▶ Task inputs
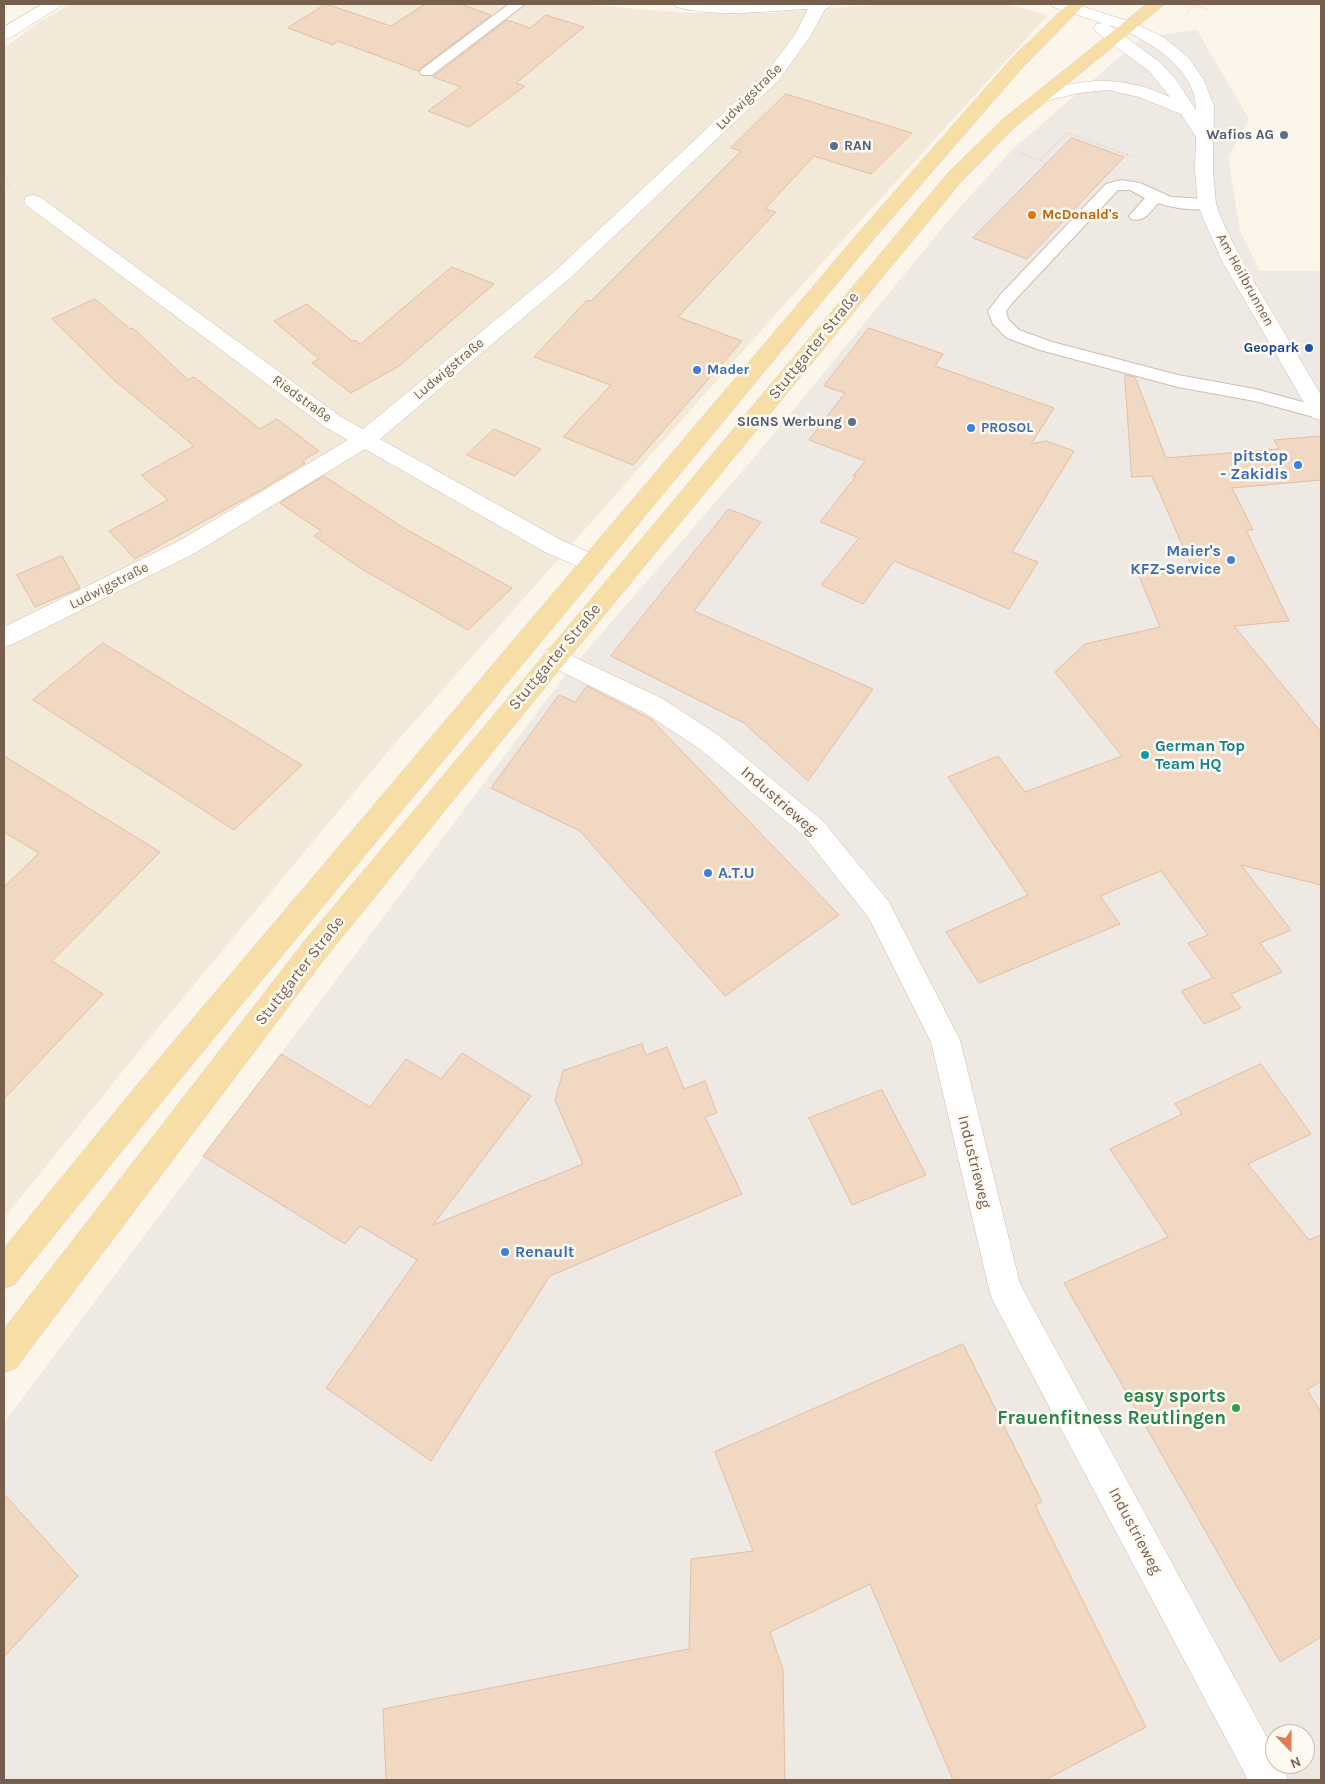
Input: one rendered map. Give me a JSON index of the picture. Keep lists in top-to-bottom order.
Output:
{
  "streets": {
    "main road": ["Stuttgarter Straße"],
    "street": [
      "Ludwigstraße",
      "Am Heilbrunnen",
      "Riedstraße",
      "Industrieweg"
    ]
  },
  "crossings": [
    ["Ludwigstraße", "Riedstraße"],
    ["Am Heilbrunnen", "Stuttgarter Straße"],
    ["Stuttgarter Straße", "Riedstraße"],
    ["Stuttgarter Straße", "Industrieweg"]
  ],
  "places": [
    "Wafios AG",
    "RAN",
    "McDonald's",
    "Geopark",
    "Mader",
    "SIGNS Werbung",
    "PROSOL",
    "pitstop - Zakidis",
    "Maier's KFZ-Service",
    "German Top Team HQ",
    "A.T.U",
    "Renault",
    "easy sports Frauenfitness Reutlingen"
  ],
  "north": "bottom"
}
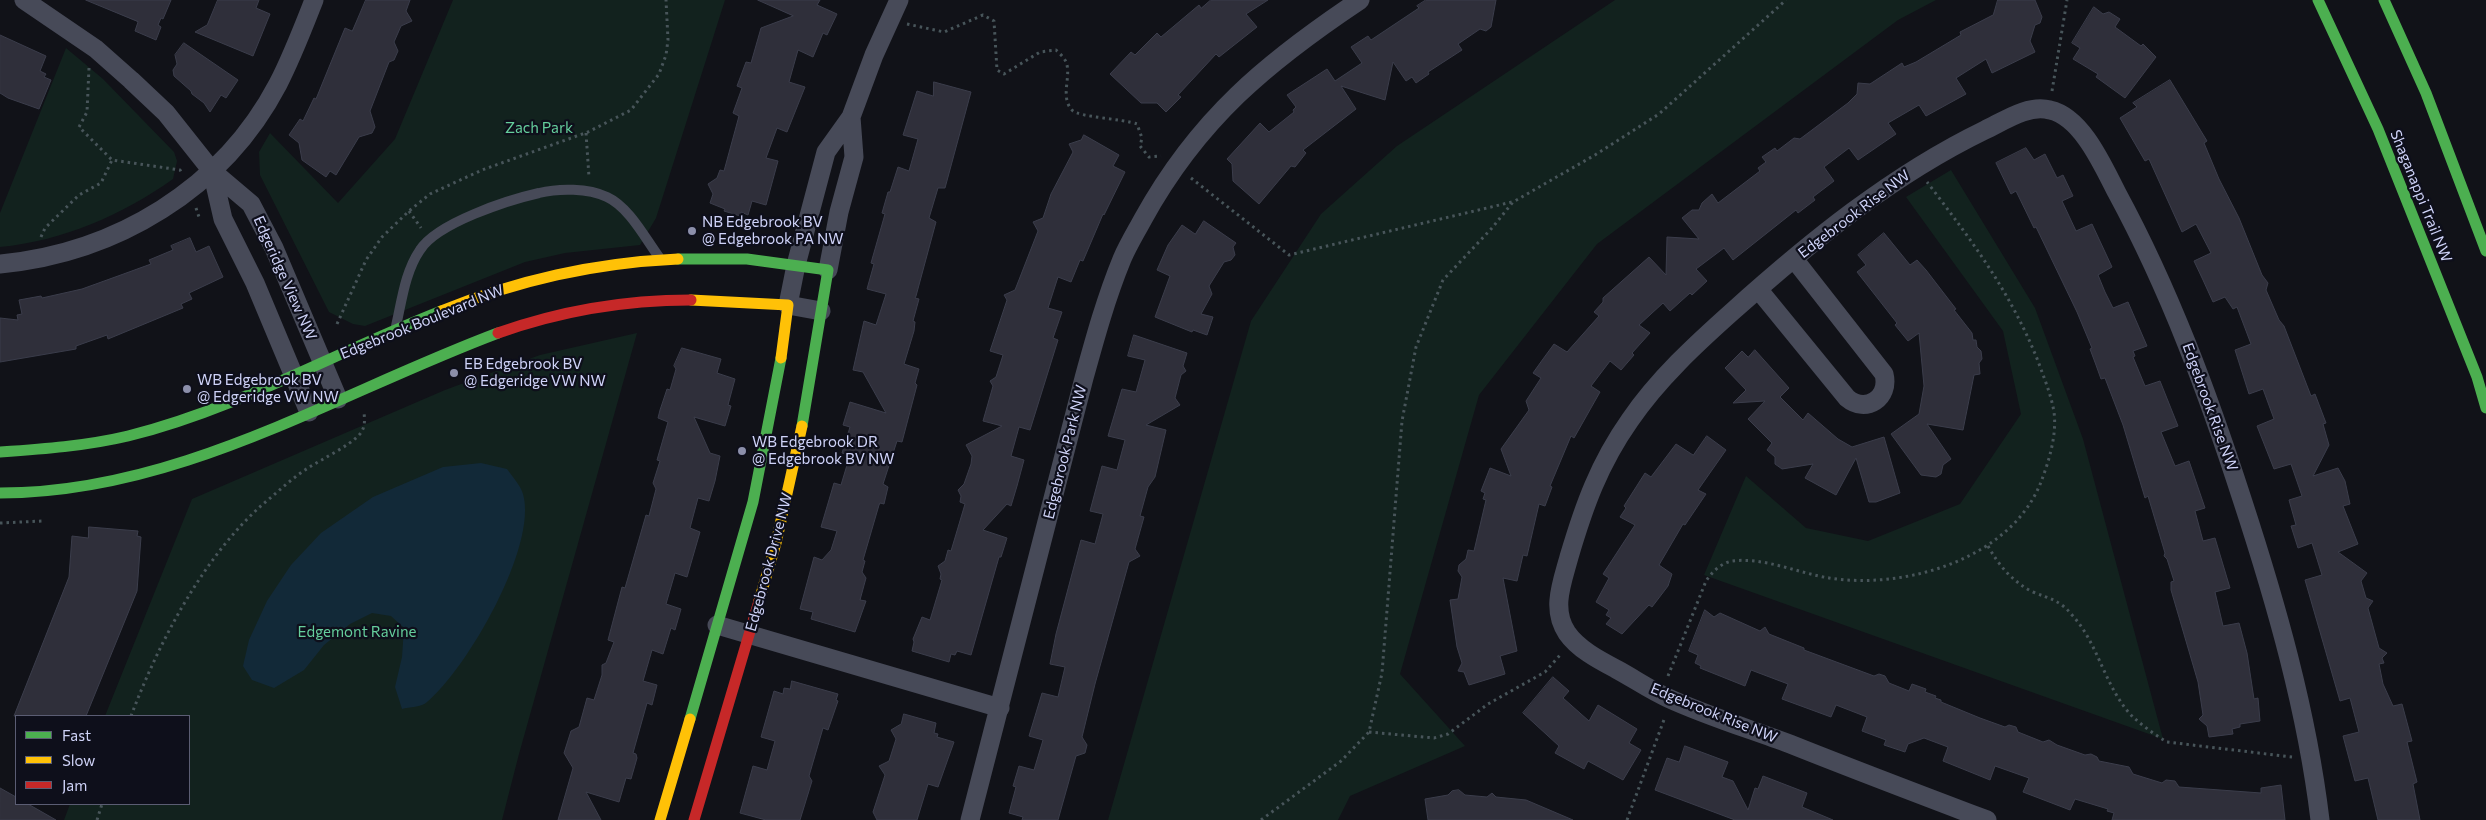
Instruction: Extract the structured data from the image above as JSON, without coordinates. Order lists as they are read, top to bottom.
{
  "streets": {
    "street": [
      "Shaganappi Trail NW",
      "Edgebrook Rise NW",
      "Edgeridge View NW",
      "Edgebrook Boulevard NW",
      "Edgebrook Park NW",
      "Edgebrook Drive NW"
    ]
  },
  "crossings": [
    ["Edgeridge View NW", "Edgebrook Boulevard NW"],
    ["Edgebrook Boulevard NW", "Edgebrook Drive NW"]
  ],
  "parks": ["Zach Park", "Edgemont Ravine"],
  "places": [
    "NB Edgebrook BV @ Edgebrook PA NW",
    "EB Edgebrook BV @ Edgeridge VW NW",
    "WB Edgebrook BV @ Edgeridge VW NW",
    "WB Edgebrook DR @ Edgebrook BV NW"
  ],
  "legend": ["Fast", "Slow", "Jam"]
}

▶ Task directions
All lines of the listing must be given again exactly, excluding the pictures.

▶ Written reply
Input: one rendered map. Give me a JSON index of the picture. Keep lists in top-to-bottom order.
Output:
{
  "streets": {
    "main road": ["Stuttgarter Straße"],
    "street": [
      "Ludwigstraße",
      "Am Heilbrunnen",
      "Riedstraße",
      "Industrieweg"
    ]
  },
  "crossings": [
    ["Ludwigstraße", "Riedstraße"],
    ["Am Heilbrunnen", "Stuttgarter Straße"],
    ["Stuttgarter Straße", "Riedstraße"],
    ["Stuttgarter Straße", "Industrieweg"]
  ],
  "places": [
    "Wafios AG",
    "RAN",
    "McDonald's",
    "Geopark",
    "Mader",
    "SIGNS Werbung",
    "PROSOL",
    "pitstop - Zakidis",
    "Maier's KFZ-Service",
    "German Top Team HQ",
    "A.T.U",
    "Renault",
    "easy sports Frauenfitness Reutlingen"
  ],
  "north": "bottom"
}
Instruction: Extract the structured data from the image above as JSON, without coordinates. Order lists as they are read, top to bottom.
{
  "streets": {
    "street": [
      "Shaganappi Trail NW",
      "Edgebrook Rise NW",
      "Edgeridge View NW",
      "Edgebrook Boulevard NW",
      "Edgebrook Park NW",
      "Edgebrook Drive NW"
    ]
  },
  "crossings": [
    ["Edgeridge View NW", "Edgebrook Boulevard NW"],
    ["Edgebrook Boulevard NW", "Edgebrook Drive NW"]
  ],
  "parks": ["Zach Park", "Edgemont Ravine"],
  "places": [
    "NB Edgebrook BV @ Edgebrook PA NW",
    "EB Edgebrook BV @ Edgeridge VW NW",
    "WB Edgebrook BV @ Edgeridge VW NW",
    "WB Edgebrook DR @ Edgebrook BV NW"
  ],
  "legend": ["Fast", "Slow", "Jam"]
}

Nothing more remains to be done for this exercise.